This repository provides the official code and models for "Towards Building Multilingual Language Model for Medicine," a project focused on creating open-source, multilingual LLMs for the medical domain. It offers a large multilingual medical corpus (MMedC), a medical question-answering benchmark (MMedBench), and several pre-trained and fine-tuned models, including MMed-Llama3.1-70B, which rivals GPT-4 performance across multiple languages.
How It Works
The project's approach involves constructing a substantial multilingual medical corpus (MMedC) of 25.5 billion tokens across six languages for auto-regressive pre-training of general LLMs.
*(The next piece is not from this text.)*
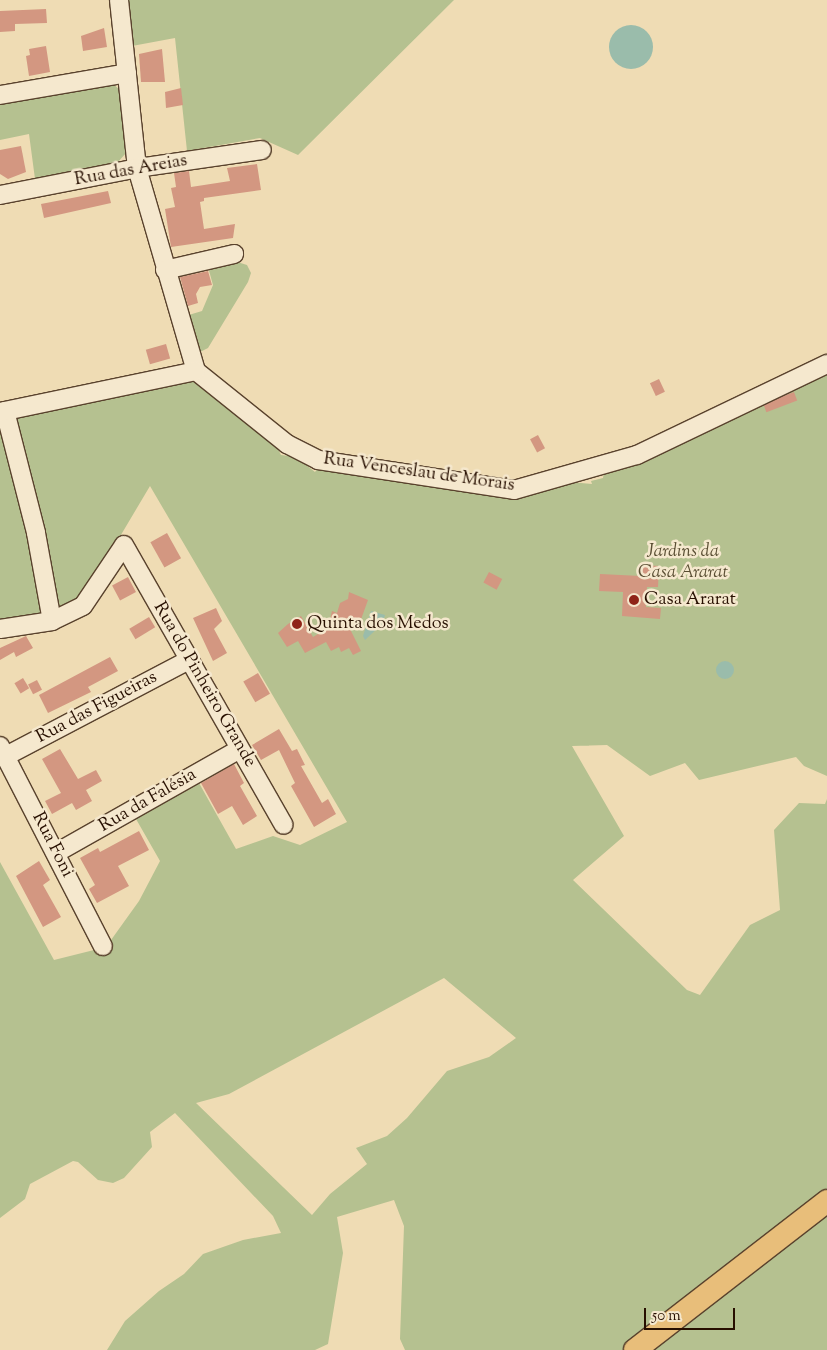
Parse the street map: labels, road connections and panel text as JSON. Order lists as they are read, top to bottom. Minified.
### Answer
{"streets":{"street":["Rua das Areias","Rua Venceslau de Morais","Rua do Pinheiro Grande","Rua das Figueiras","Rua da Falésia","Rua Foni"]},"crossings":[["Rua do Pinheiro Grande","Rua das Figueiras"],["Rua do Pinheiro Grande","Rua da Falésia"],["Rua das Figueiras","Rua Foni"],["Rua da Falésia","Rua Foni"]],"parks":["Jardins da Casa Ararat"],"places":["Casa Ararat","Quinta dos Medos"],"scale_bar":"50 m"}
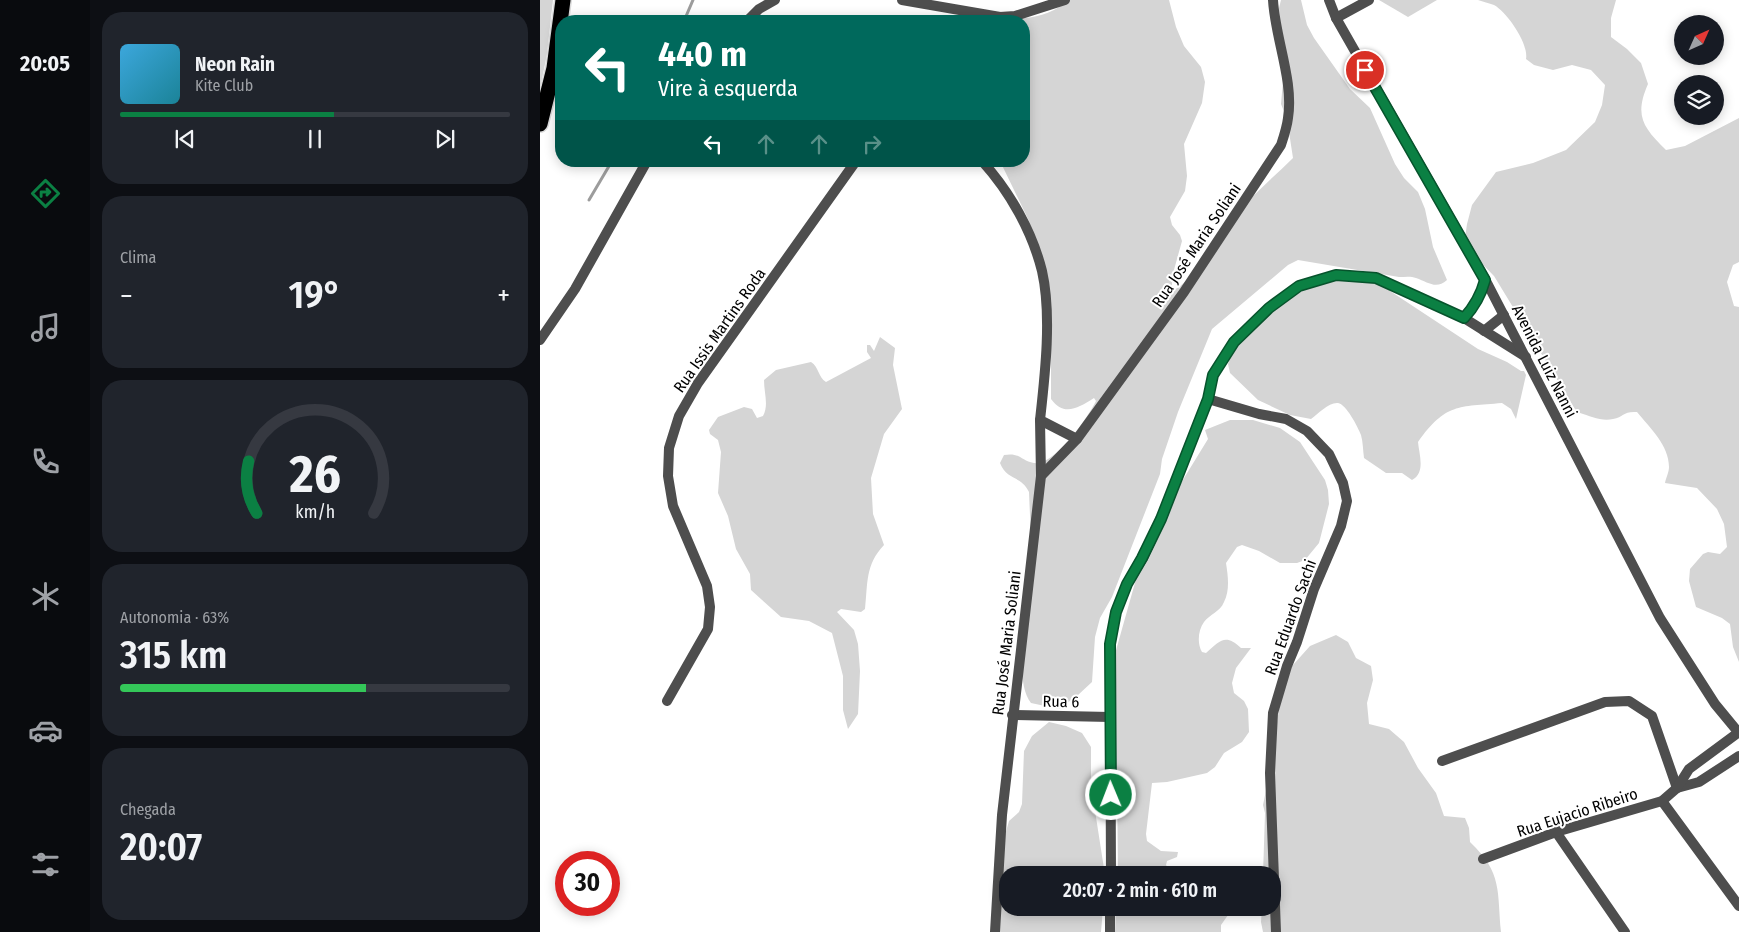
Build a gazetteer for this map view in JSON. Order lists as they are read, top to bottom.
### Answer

It also introduces MMedBench, a multilingual medical multiple-choice QA benchmark with rationales, to evaluate and monitor model progress. The models are then further trained or fine-tuned on these resources, demonstrating significant performance gains over existing open-source medical LLMs and competitive results against proprietary models like GPT-4.
Quick Start & Requirements
- Installation: Code is provided in folders for pre-training, fine-tuning, and inference. Specific dependencies include PyTorch 1.13 and Transformers 4.37. For LoRA fine-tuning, the PEFT library is required.
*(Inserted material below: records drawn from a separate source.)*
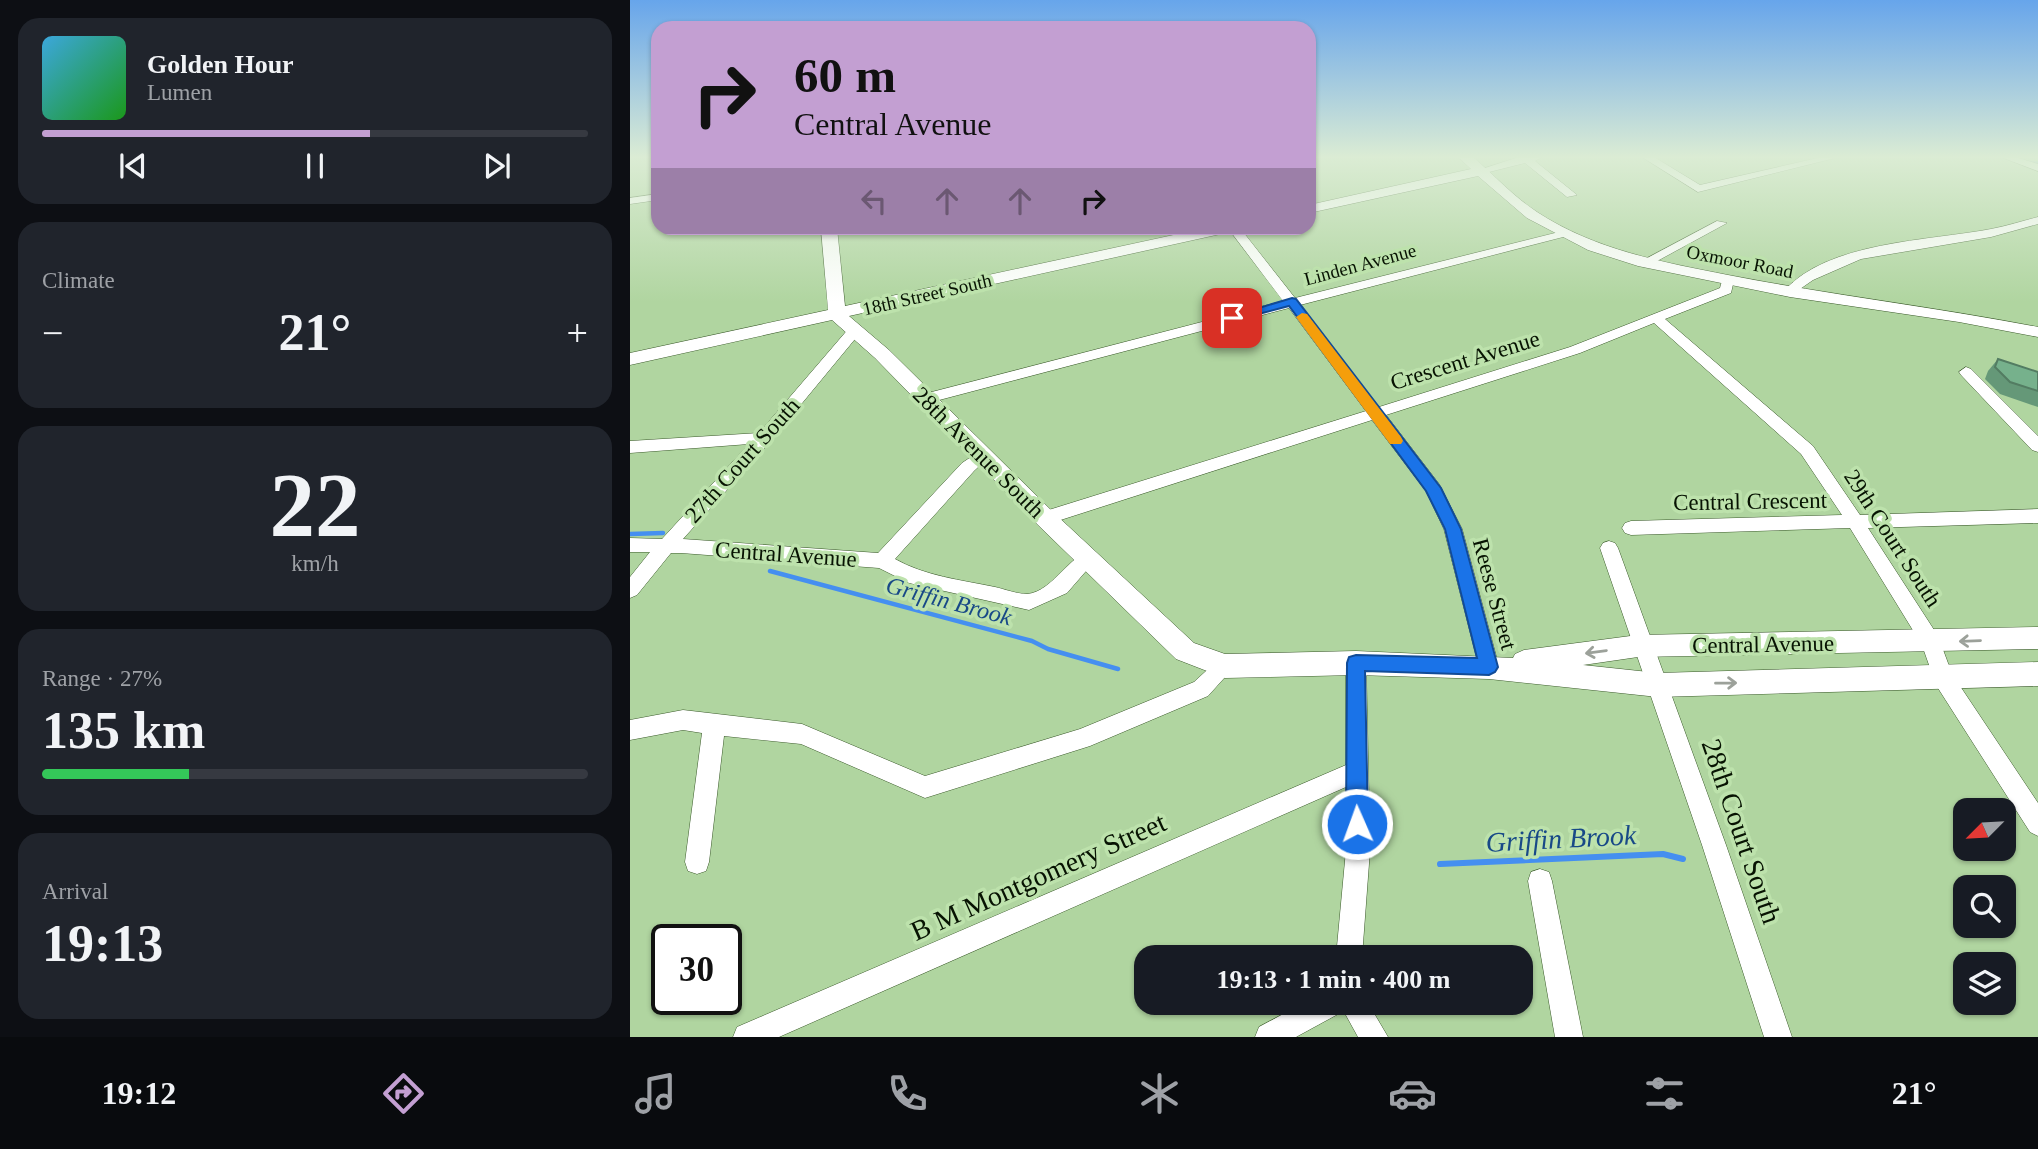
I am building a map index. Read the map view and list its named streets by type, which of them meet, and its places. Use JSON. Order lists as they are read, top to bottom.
{
  "streets": {
    "main road": [
      "Oxmoor Road",
      "18th Street South",
      "28th Avenue South",
      "Central Avenue"
    ],
    "street": [
      "Linden Avenue",
      "Crescent Avenue",
      "27th Court South",
      "Central Crescent",
      "29th Court South",
      "Reese Street",
      "28th Court South",
      "B M Montgomery Street"
    ]
  },
  "crossings": [
    ["Oxmoor Road", "Linden Avenue"],
    ["Oxmoor Road", "Crescent Avenue"],
    ["Linden Avenue", "28th Avenue South"],
    ["Linden Avenue", "Reese Street"],
    ["18th Street South", "28th Avenue South"],
    ["Crescent Avenue", "28th Avenue South"],
    ["Crescent Avenue", "29th Court South"],
    ["Crescent Avenue", "Reese Street"],
    ["28th Avenue South", "27th Court South"],
    ["28th Avenue South", "Central Avenue"],
    ["27th Court South", "Central Avenue"],
    ["Central Crescent", "29th Court South"],
    ["29th Court South", "Central Avenue"],
    ["Central Avenue", "Reese Street"],
    ["Central Avenue", "28th Court South"]
  ],
  "water": ["Griffin Brook"],
  "north": "bottom left",
  "page": {
    "turn": ["60 m", "Central Avenue"],
    "song": ["Golden Hour", "Lumen"],
    "tile": [
      "Climate",
      ["22", "km/h"],
      ["Range · 27%", "135 km"],
      ["Arrival", "19:13"]
    ],
    "heat": ["−", "21°", "+"],
    "limit": "30",
    "trip": "19:13 · 1 min · 400 m",
    "tabs": ["19:12", "21°"]
  }
}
- Hardware: Auto-regressive training on MMedC requires at least 8 A100 80GB GPUs and extended training periods (over a month). Inference and fine-tuning can be adapted for single machines by removing Slurm commands.
- Resources: The project offers models of various sizes (1.8B, 7B, 8B, 70B parameters).
- Links: Paper (Arxiv): https://arxiv.org/abs/2402.13963, Leaderboard: https://github.com/MAGIC-AI4Med/MMedLM/blob/main/leaderboard.md
Highlighted Details
- MMed-Llama3.1-70B achieves 80.51 on MMedBench, outperforming GPT-4 (74.27) and supporting 8 languages.
- MMedLM 2 (7B) rivals GPT-4 on MMedBench.
- MMed-Llama 3 (8B) shows superior performance on English benchmarks like MedQA (65.4) and MMedBench (79.25) compared to Llama 3 (60.9 and 63.86 respectively).
- The project releases the data collection pipeline, including filtering and OCR code.
Maintenance & Community
- The project is associated with Nature Communications and has active releases, including recent models like MMed-Llama3.1-70B.
- Contact: qiupengcheng@pjlab.org.cn.
Licensing & Compatibility
- The repository is released under the Apache 2.0 license.
- Compatibility for commercial use is generally permissive due to the Apache 2.0 license.
Limitations & Caveats
- Full auto-regressive training on the MMedC corpus is computationally intensive, requiring significant GPU resources and time.
- While open-source models are fine-tuned on the MMedBench trainset before evaluation, proprietary models like GPT-3.5/4 and Gemini are evaluated zero-shot via API.